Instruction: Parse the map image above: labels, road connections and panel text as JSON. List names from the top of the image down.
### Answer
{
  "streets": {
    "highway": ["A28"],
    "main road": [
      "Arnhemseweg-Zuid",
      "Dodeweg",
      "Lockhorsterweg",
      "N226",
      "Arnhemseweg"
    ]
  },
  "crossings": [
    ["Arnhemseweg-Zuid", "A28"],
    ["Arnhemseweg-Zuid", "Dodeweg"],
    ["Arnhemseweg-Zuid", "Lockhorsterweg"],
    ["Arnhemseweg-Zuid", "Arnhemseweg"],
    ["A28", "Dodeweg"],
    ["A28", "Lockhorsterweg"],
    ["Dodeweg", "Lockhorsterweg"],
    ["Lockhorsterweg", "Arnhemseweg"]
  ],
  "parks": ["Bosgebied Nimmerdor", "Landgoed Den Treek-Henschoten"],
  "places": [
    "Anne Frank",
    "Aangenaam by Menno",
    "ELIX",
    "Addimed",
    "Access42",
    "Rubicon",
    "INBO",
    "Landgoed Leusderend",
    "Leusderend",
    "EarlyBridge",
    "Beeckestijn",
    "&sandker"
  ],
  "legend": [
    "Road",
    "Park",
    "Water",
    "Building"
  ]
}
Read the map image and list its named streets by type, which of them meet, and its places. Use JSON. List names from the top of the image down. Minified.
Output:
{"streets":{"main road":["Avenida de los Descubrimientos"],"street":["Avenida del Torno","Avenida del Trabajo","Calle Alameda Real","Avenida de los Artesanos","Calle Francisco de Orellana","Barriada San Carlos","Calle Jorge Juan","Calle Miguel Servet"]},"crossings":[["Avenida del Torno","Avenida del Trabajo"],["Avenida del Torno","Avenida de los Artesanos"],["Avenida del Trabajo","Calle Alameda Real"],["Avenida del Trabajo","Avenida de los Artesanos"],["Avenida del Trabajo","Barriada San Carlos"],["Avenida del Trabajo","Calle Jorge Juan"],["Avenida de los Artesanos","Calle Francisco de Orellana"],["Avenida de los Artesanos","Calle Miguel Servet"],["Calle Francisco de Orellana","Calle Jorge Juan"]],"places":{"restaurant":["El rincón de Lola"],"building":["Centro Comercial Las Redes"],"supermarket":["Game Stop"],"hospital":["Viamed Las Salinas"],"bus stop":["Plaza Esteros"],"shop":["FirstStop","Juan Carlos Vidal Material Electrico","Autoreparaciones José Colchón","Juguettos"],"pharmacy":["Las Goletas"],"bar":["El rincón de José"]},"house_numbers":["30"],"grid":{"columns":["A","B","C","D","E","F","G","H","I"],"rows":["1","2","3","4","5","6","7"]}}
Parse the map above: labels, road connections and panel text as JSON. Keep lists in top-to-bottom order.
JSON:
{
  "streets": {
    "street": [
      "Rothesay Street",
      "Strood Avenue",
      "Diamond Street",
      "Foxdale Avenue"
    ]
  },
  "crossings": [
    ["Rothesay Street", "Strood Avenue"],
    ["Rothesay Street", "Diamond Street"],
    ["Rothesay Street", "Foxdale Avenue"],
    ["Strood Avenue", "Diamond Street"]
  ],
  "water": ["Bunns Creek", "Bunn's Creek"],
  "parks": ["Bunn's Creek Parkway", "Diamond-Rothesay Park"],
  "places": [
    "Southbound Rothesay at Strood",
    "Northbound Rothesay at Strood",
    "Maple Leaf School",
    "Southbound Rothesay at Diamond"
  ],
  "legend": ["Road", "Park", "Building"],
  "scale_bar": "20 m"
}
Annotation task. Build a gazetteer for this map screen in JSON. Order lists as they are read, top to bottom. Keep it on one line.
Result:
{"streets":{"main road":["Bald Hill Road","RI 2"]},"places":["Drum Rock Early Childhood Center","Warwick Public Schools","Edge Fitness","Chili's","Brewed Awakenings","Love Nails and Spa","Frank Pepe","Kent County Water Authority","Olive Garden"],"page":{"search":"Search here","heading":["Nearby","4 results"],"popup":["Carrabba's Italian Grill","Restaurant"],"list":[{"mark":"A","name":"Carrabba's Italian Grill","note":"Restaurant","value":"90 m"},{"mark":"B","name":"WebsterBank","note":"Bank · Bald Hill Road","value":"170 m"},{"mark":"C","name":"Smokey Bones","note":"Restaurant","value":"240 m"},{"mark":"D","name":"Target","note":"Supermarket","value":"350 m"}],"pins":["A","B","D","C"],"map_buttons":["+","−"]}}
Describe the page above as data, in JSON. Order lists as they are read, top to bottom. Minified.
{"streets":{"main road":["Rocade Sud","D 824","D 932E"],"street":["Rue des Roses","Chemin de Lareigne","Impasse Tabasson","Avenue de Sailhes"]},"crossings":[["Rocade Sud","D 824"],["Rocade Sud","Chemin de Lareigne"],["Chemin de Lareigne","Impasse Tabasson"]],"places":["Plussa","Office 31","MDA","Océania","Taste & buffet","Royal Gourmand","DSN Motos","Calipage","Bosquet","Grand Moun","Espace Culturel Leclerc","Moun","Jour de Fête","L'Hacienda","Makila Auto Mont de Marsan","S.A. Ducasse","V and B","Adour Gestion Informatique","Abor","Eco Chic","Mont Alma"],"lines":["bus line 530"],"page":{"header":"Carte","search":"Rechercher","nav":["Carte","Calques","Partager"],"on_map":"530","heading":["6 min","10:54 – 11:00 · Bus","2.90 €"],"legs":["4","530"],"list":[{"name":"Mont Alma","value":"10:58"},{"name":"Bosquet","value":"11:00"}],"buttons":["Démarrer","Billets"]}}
• • • • •
■ Exercise objective
Return all lines in the data that include the word "Arnhemseweg".

■ Output of the task
      "Arnhemseweg-Zuid",
      "Arnhemseweg"
    ["Arnhemseweg-Zuid", "A28"],
    ["Arnhemseweg-Zuid", "Dodeweg"],
    ["Arnhemseweg-Zuid", "Lockhorsterweg"],
    ["Arnhemseweg-Zuid", "Arnhemseweg"],
    ["Lockhorsterweg", "Arnhemseweg"]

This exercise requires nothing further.